Dataset excerpts
*** Begin section ***

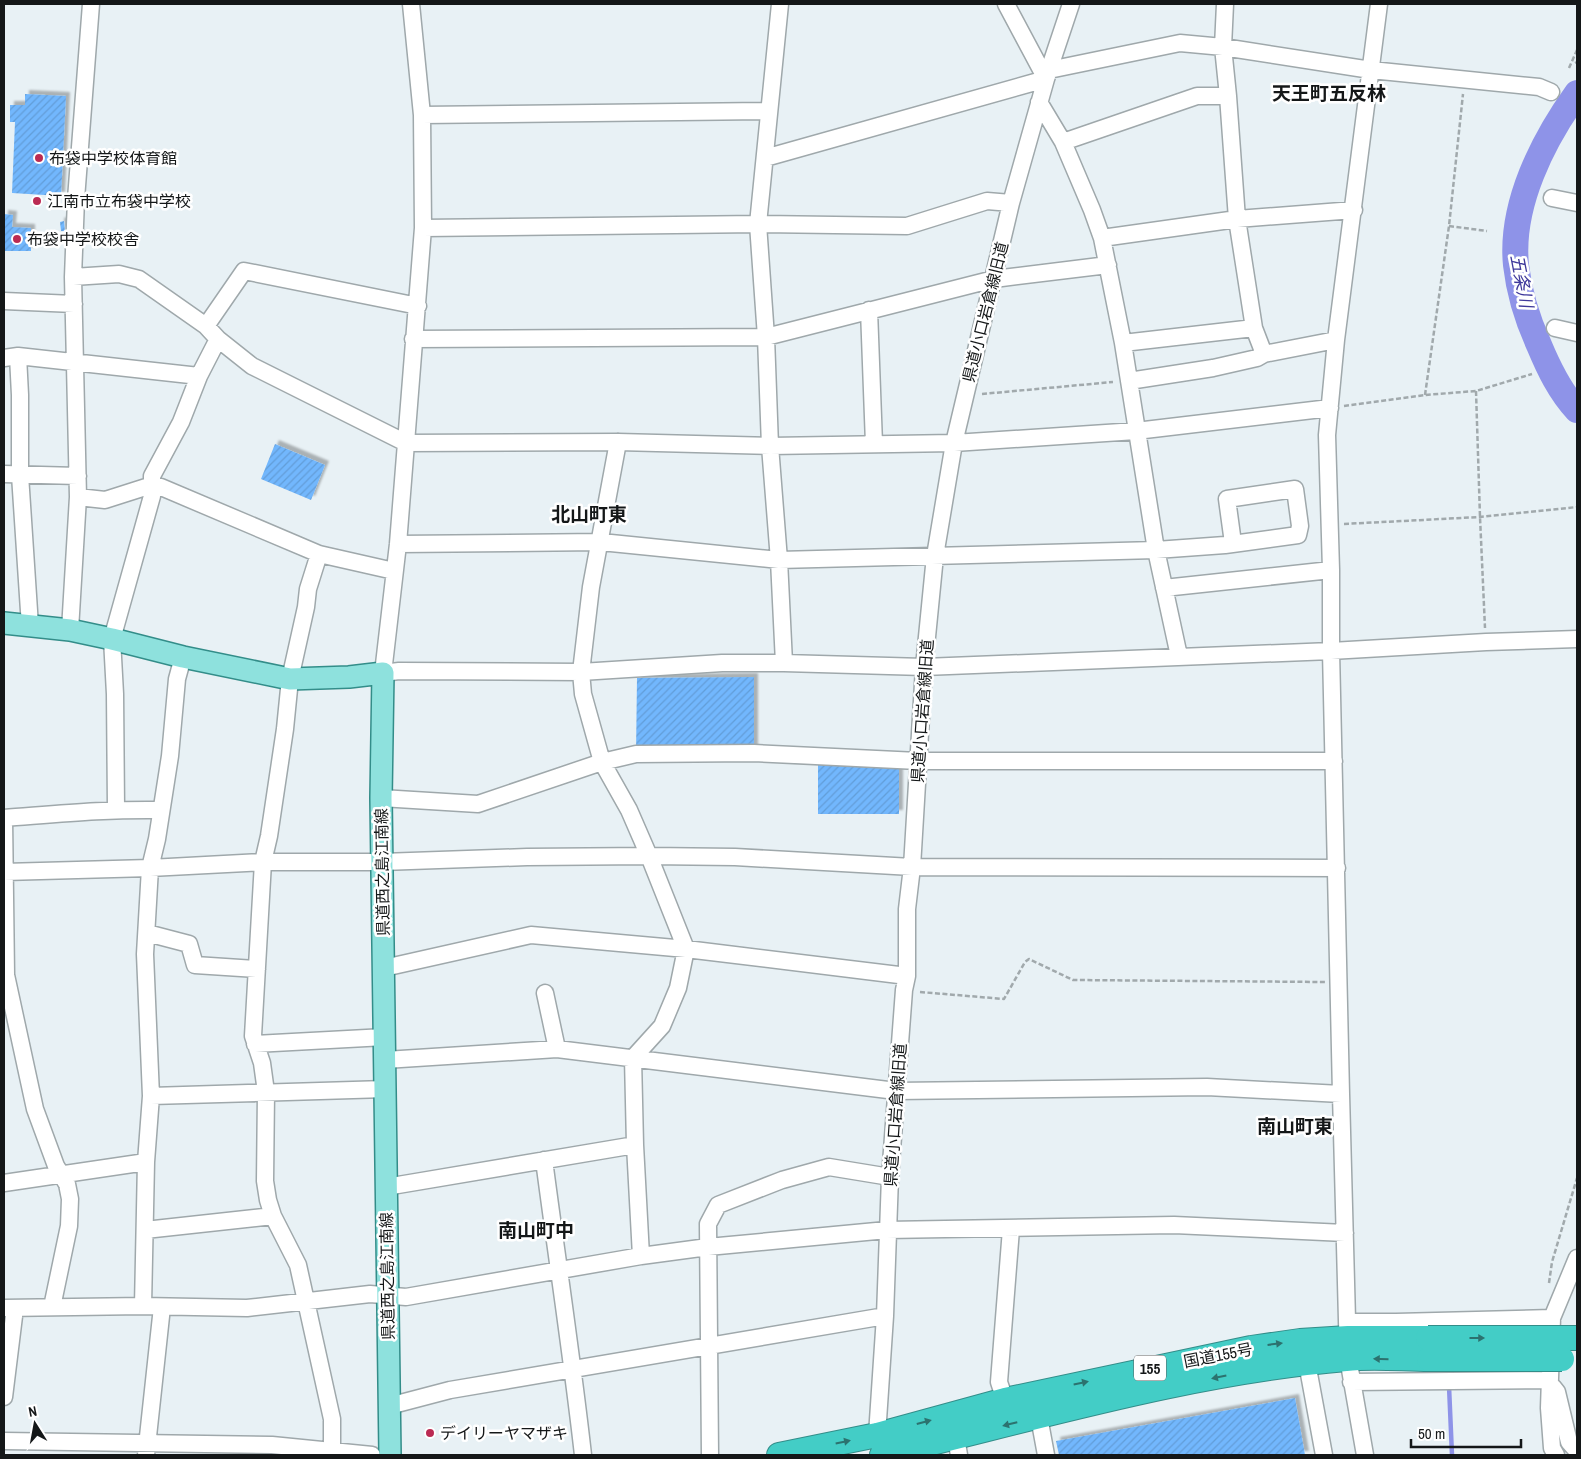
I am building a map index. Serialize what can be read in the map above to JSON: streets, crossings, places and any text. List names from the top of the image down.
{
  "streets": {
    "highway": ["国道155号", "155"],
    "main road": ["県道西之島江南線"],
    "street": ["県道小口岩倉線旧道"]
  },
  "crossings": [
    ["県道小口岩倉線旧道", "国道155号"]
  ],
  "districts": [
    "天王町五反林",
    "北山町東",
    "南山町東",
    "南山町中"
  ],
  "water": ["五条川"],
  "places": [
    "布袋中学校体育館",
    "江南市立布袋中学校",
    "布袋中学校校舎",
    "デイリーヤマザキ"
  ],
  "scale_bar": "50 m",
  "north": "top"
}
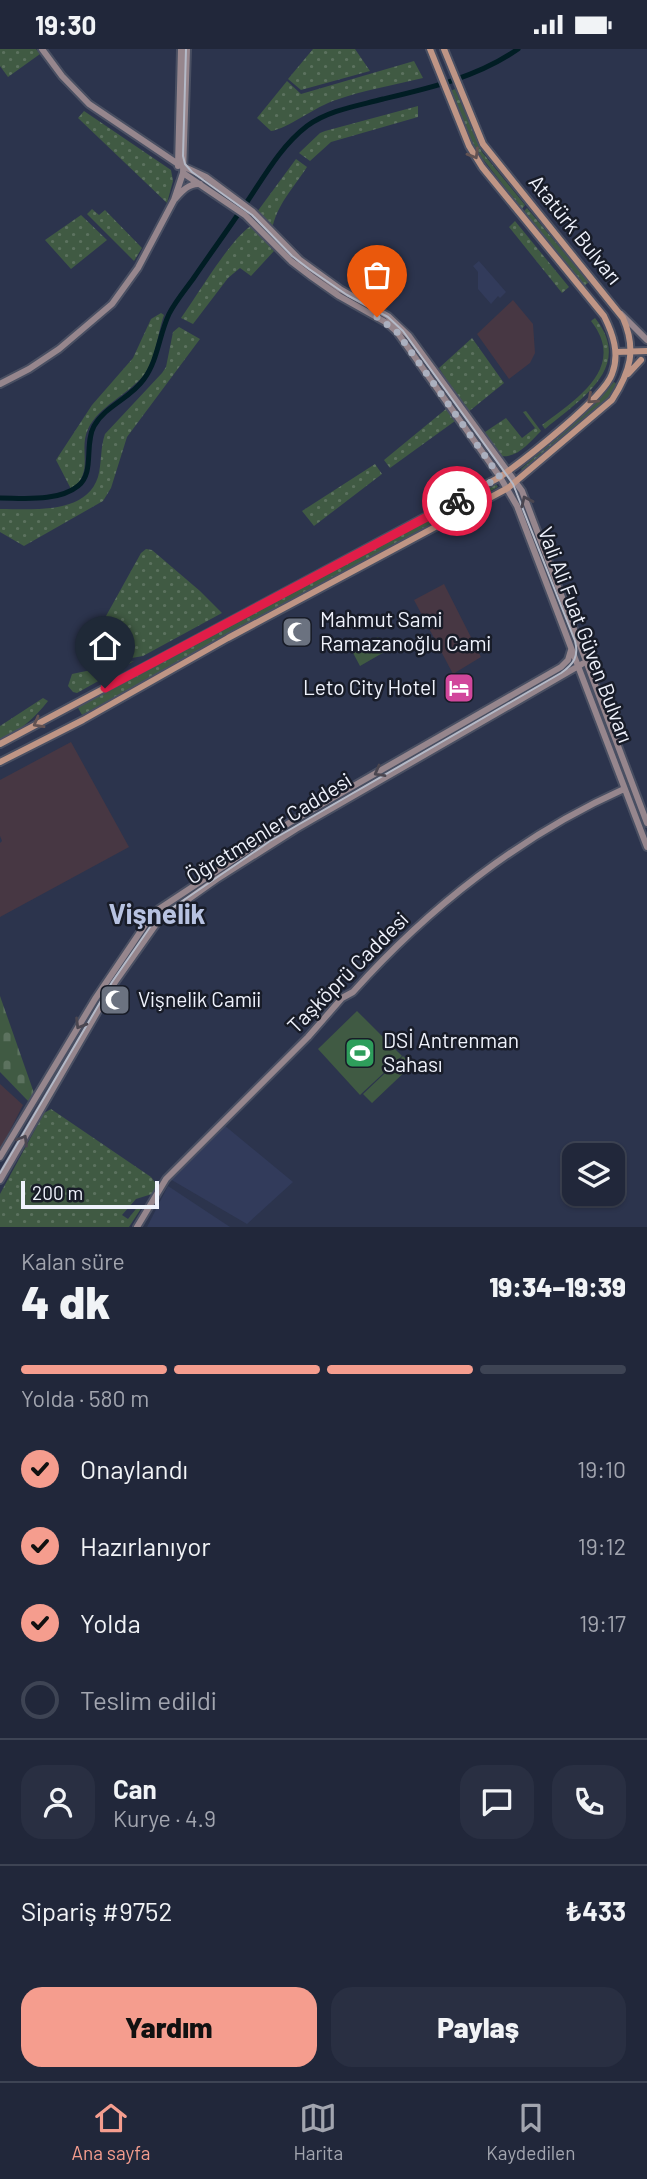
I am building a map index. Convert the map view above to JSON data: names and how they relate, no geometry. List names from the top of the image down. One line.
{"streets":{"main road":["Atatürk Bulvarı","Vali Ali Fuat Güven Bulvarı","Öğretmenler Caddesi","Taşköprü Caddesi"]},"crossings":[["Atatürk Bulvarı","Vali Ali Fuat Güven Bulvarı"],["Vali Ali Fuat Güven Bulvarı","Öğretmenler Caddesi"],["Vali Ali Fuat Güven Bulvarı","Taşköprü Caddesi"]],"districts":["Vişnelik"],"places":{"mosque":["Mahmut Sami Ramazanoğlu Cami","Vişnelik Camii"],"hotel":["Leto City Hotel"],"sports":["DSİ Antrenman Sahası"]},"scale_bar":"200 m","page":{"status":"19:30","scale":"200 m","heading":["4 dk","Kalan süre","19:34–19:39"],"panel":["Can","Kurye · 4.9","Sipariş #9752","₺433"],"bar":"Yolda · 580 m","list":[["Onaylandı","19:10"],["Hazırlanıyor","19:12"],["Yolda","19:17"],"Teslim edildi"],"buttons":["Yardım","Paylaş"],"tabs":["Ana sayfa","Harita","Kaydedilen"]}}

*** End section ***

Once the pictures are set aside, write out the entries verbatim.

OUTPUT FOR THIS EXERCISE>
I am building a map index. Serialize what can be read in the map above to JSON: streets, crossings, places and any text. List names from the top of the image down.
{
  "streets": {
    "highway": ["国道155号", "155"],
    "main road": ["県道西之島江南線"],
    "street": ["県道小口岩倉線旧道"]
  },
  "crossings": [
    ["県道小口岩倉線旧道", "国道155号"]
  ],
  "districts": [
    "天王町五反林",
    "北山町東",
    "南山町東",
    "南山町中"
  ],
  "water": ["五条川"],
  "places": [
    "布袋中学校体育館",
    "江南市立布袋中学校",
    "布袋中学校校舎",
    "デイリーヤマザキ"
  ],
  "scale_bar": "50 m",
  "north": "top"
}
I am building a map index. Convert the map view above to JSON data: names and how they relate, no geometry. List names from the top of the image down. One line.
{"streets":{"main road":["Atatürk Bulvarı","Vali Ali Fuat Güven Bulvarı","Öğretmenler Caddesi","Taşköprü Caddesi"]},"crossings":[["Atatürk Bulvarı","Vali Ali Fuat Güven Bulvarı"],["Vali Ali Fuat Güven Bulvarı","Öğretmenler Caddesi"],["Vali Ali Fuat Güven Bulvarı","Taşköprü Caddesi"]],"districts":["Vişnelik"],"places":{"mosque":["Mahmut Sami Ramazanoğlu Cami","Vişnelik Camii"],"hotel":["Leto City Hotel"],"sports":["DSİ Antrenman Sahası"]},"scale_bar":"200 m","page":{"status":"19:30","scale":"200 m","heading":["4 dk","Kalan süre","19:34–19:39"],"panel":["Can","Kurye · 4.9","Sipariş #9752","₺433"],"bar":"Yolda · 580 m","list":[["Onaylandı","19:10"],["Hazırlanıyor","19:12"],["Yolda","19:17"],"Teslim edildi"],"buttons":["Yardım","Paylaş"],"tabs":["Ana sayfa","Harita","Kaydedilen"]}}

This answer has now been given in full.